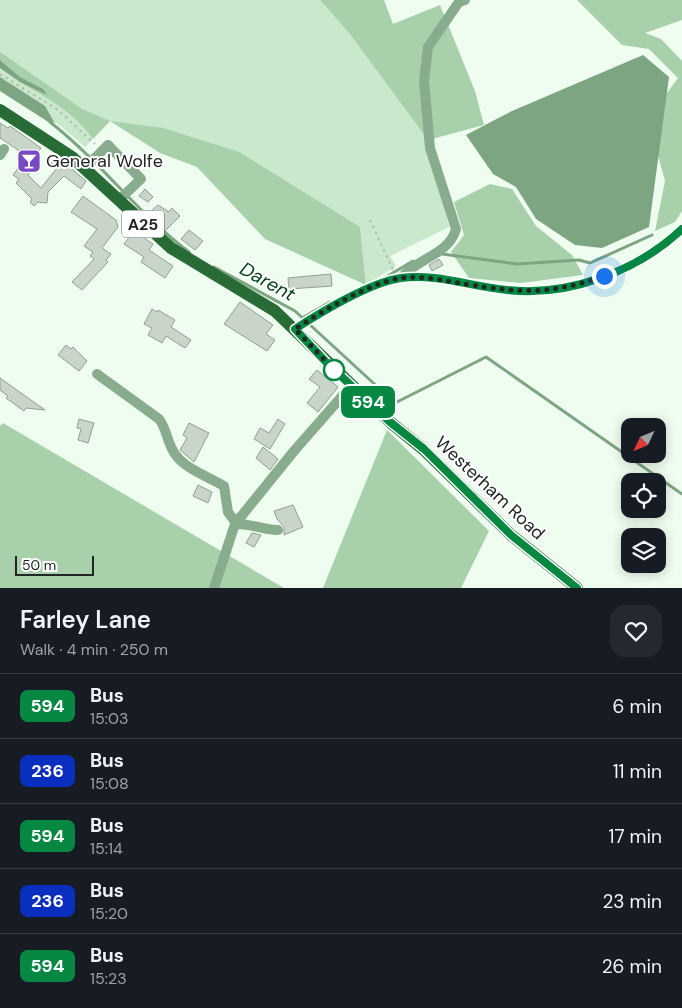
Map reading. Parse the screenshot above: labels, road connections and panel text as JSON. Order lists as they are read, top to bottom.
{
  "streets": {
    "main road": ["A25", "Westerham Road"]
  },
  "crossings": [
    ["A25", "Westerham Road"]
  ],
  "water": ["Darent"],
  "places": {
    "bar": ["General Wolfe"]
  },
  "lines": ["bus line 594"],
  "scale_bar": "50 m",
  "north": "bottom left",
  "page": {
    "on_map": "594",
    "scale": "50 m",
    "heading": ["Farley Lane", "Walk · 4 min · 250 m"],
    "list": [
      {
        "mark": "594",
        "name": "Bus",
        "note": "15:03",
        "value": "6 min"
      },
      {
        "mark": "236",
        "name": "Bus",
        "note": "15:08",
        "value": "11 min"
      },
      {
        "mark": "594",
        "name": "Bus",
        "note": "15:14",
        "value": "17 min"
      },
      {
        "mark": "236",
        "name": "Bus",
        "note": "15:20",
        "value": "23 min"
      },
      {
        "mark": "594",
        "name": "Bus",
        "note": "15:23",
        "value": "26 min"
      }
    ]
  }
}
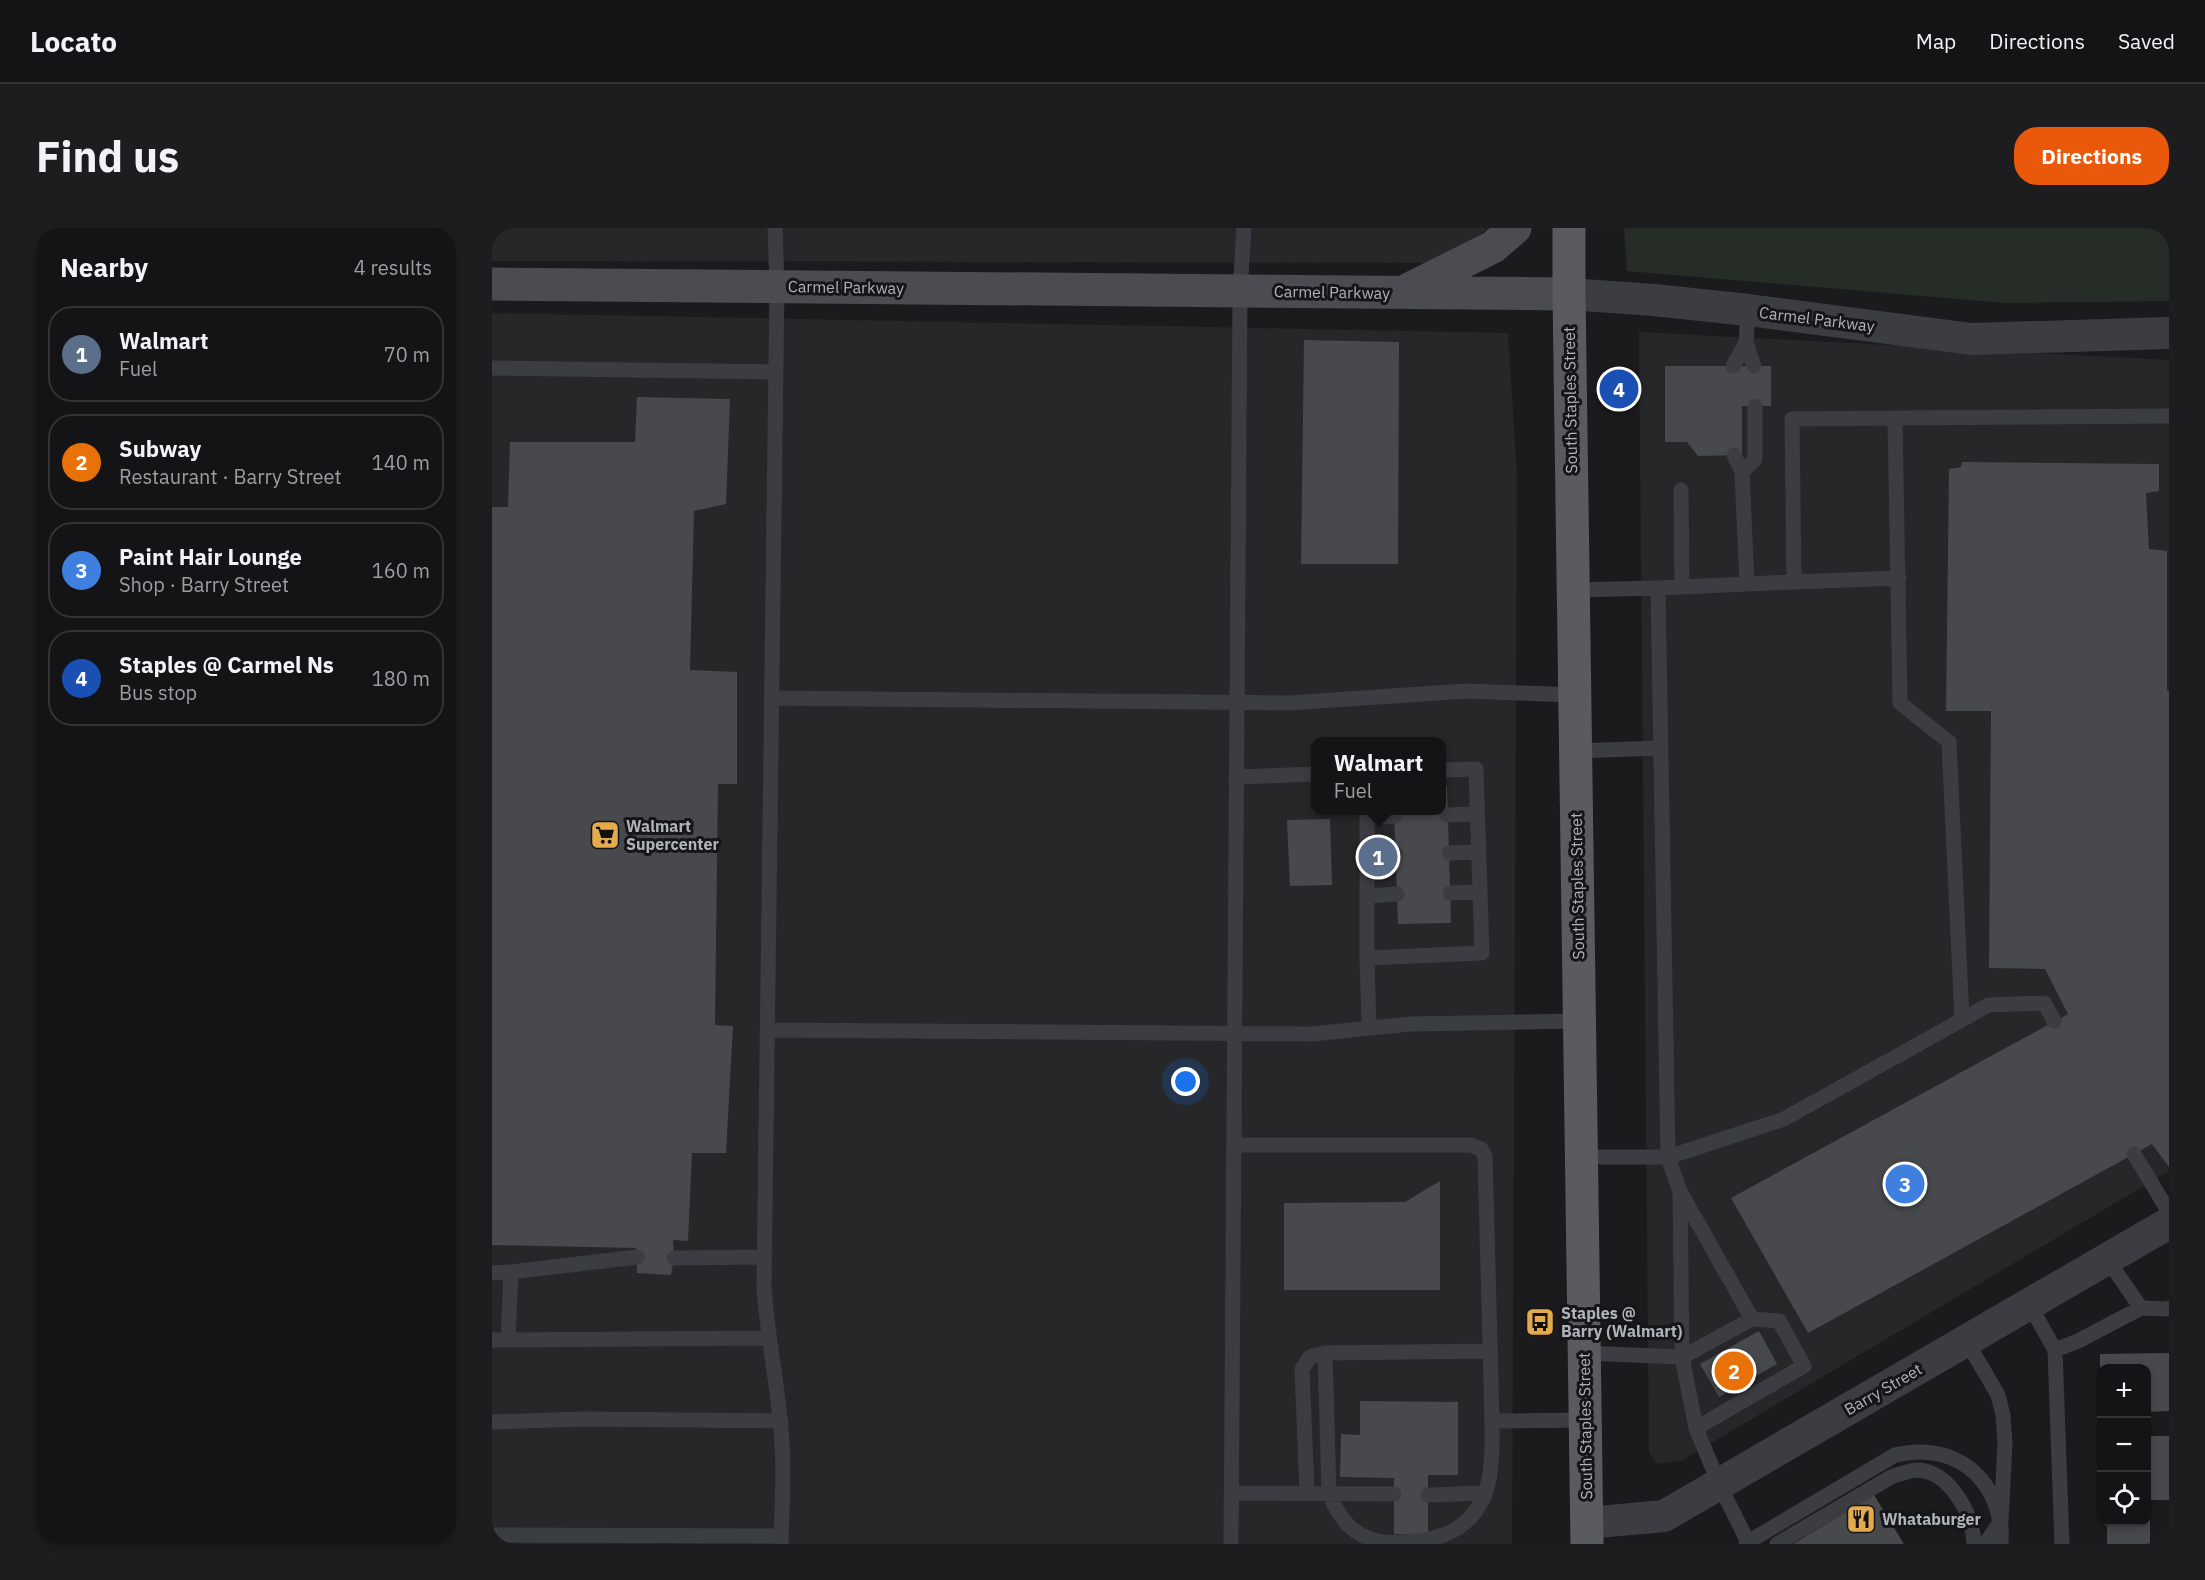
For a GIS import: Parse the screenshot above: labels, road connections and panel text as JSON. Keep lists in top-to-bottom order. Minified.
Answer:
* * * * *
■ Required action
Would you return the data exactly as written, without the pictures?

■ Output for this exercise
Map reading. Parse the screenshot above: labels, road connections and panel text as JSON. Order lists as they are read, top to bottom.
{
  "streets": {
    "main road": ["A25", "Westerham Road"]
  },
  "crossings": [
    ["A25", "Westerham Road"]
  ],
  "water": ["Darent"],
  "places": {
    "bar": ["General Wolfe"]
  },
  "lines": ["bus line 594"],
  "scale_bar": "50 m",
  "north": "bottom left",
  "page": {
    "on_map": "594",
    "scale": "50 m",
    "heading": ["Farley Lane", "Walk · 4 min · 250 m"],
    "list": [
      {
        "mark": "594",
        "name": "Bus",
        "note": "15:03",
        "value": "6 min"
      },
      {
        "mark": "236",
        "name": "Bus",
        "note": "15:08",
        "value": "11 min"
      },
      {
        "mark": "594",
        "name": "Bus",
        "note": "15:14",
        "value": "17 min"
      },
      {
        "mark": "236",
        "name": "Bus",
        "note": "15:20",
        "value": "23 min"
      },
      {
        "mark": "594",
        "name": "Bus",
        "note": "15:23",
        "value": "26 min"
      }
    ]
  }
}
For a GIS import: Parse the screenshot above: labels, road connections and panel text as JSON. Keep lists in top-to-bottom order. Minified.
Answer:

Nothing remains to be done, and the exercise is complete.